Trier Cathedral, as the Cathedral of St. Peter and St. Mary is also called, is Germany's oldest episcopal church. Since 1986 it has been a listed building as a UNESCO world heritage site. In addition, it is protected by the Hague convention as a cultural heritage.
On-site, you witness the holy relics of the Holy Cloth, which is said to be a part of Christ's tunic. In an attached building, the relics are kept under protection glass and are only rarely exposed.

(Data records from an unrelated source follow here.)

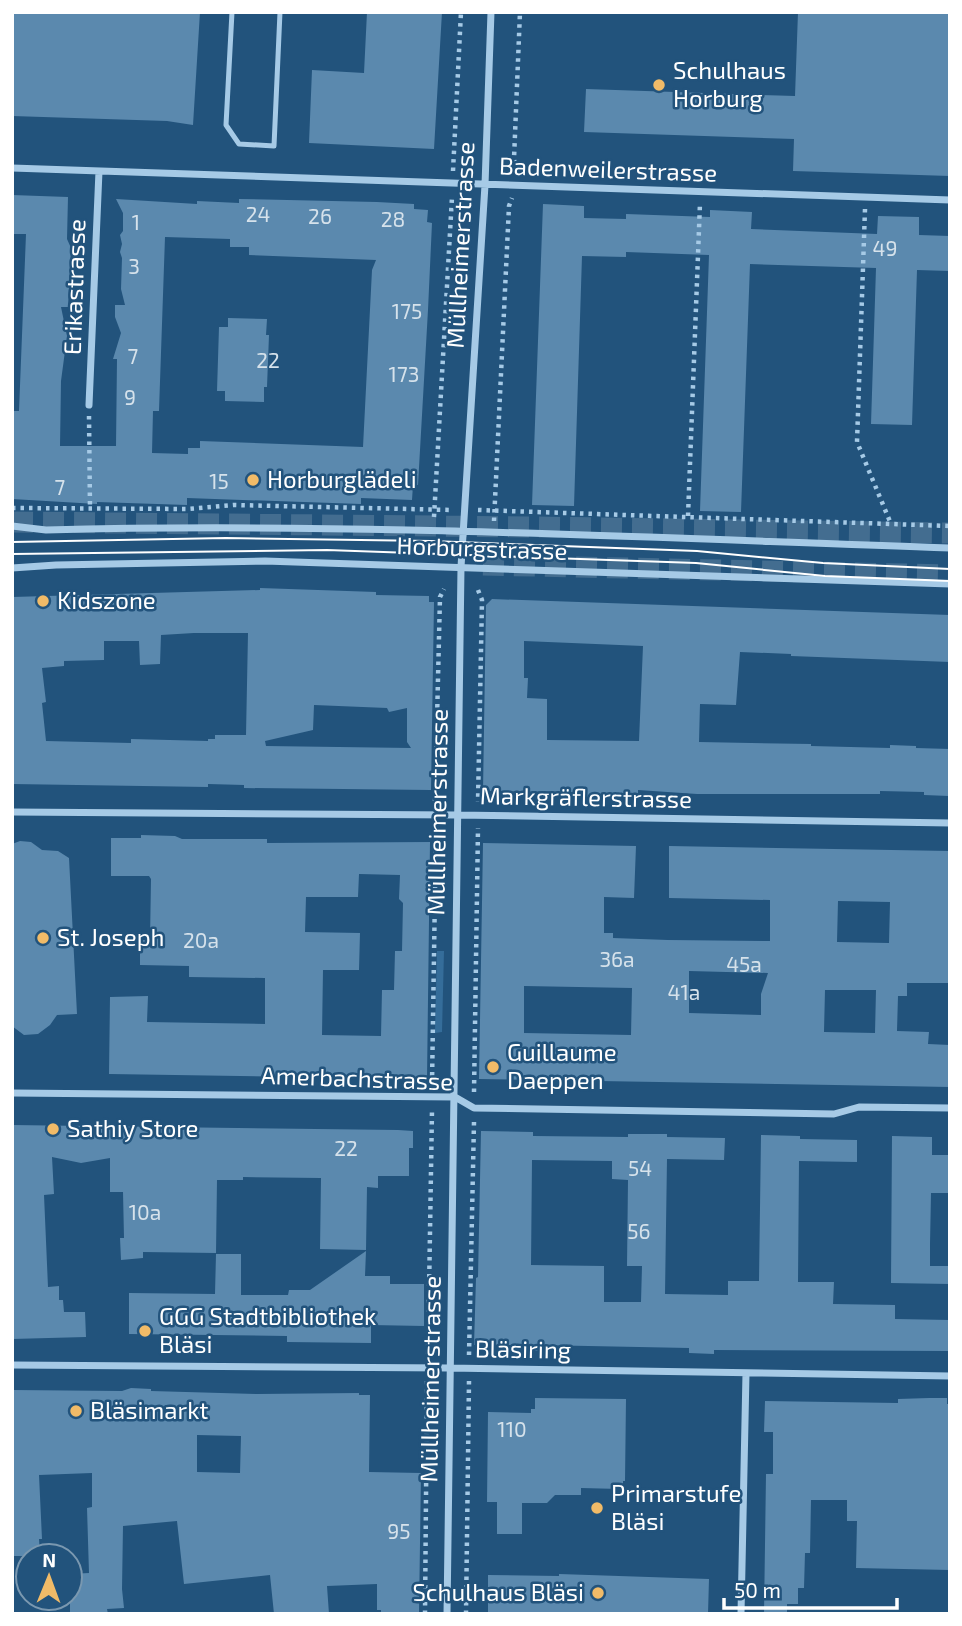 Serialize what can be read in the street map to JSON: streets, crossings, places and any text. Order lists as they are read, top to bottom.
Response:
{
  "streets": {
    "street": [
      "Badenweilerstrasse",
      "Müllheimerstrasse",
      "Erikastrasse",
      "Horburgstrasse",
      "Markgräflerstrasse",
      "Amerbachstrasse",
      "Bläsiring"
    ]
  },
  "crossings": [
    ["Badenweilerstrasse", "Müllheimerstrasse"],
    ["Badenweilerstrasse", "Erikastrasse"],
    ["Müllheimerstrasse", "Horburgstrasse"],
    ["Müllheimerstrasse", "Markgräflerstrasse"],
    ["Müllheimerstrasse", "Amerbachstrasse"],
    ["Müllheimerstrasse", "Bläsiring"]
  ],
  "places": [
    "Schulhaus Horburg",
    "Horburglädeli",
    "Kidszone",
    "St. Joseph",
    "Guillaume Daeppen",
    "Sathiy Store",
    "GGG Stadtbibliothek Bläsi",
    "Bläsimarkt",
    "Primarstufe Bläsi",
    "Schulhaus Bläsi"
  ],
  "house_numbers": [
    "24",
    "26",
    "28",
    "1",
    "49",
    "3",
    "175",
    "7",
    "22",
    "173",
    "9",
    "15",
    "7",
    "20a",
    "36a",
    "45a",
    "41a",
    "22",
    "54",
    "10a",
    "56",
    "110",
    "95"
  ],
  "scale_bar": "50 m",
  "north": "top"
}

Cloister to the Church of Our Lady
In front of the cathedral, you can discover the so-called stone of the cathedral. It is a 4m (4.4 yd) long diorite pillar that is a leftover from the supporting columns, which had to be replaced after a fire in the 6th century. In the 13th century, a direct passage was created to the Church of Our Lady. Both sacral edifices are connected to each other by a Gothic cloister.
In 340 AD, the first part of the cathedral was built, the so-called square building. This has remained the centre of the cathedral up to this very day. Unfortunately, this part was destroyed several times during many wars. But it was always rebuilt in its original architectural style. In the following centuries, the external façade and the towers were extended.
How to get there
The cathedral is located next to the Church of Our Lady in the centre of Trier.
Take the A602, which turns into the B49 just before arriving in Trier. Once there, all you need to do is find yourself a car park.
You can travel by train to Trier central station. From here it's not far to get to the cathedral. It's only a 10 minutes walk. Just follow the direction towards the Moselle.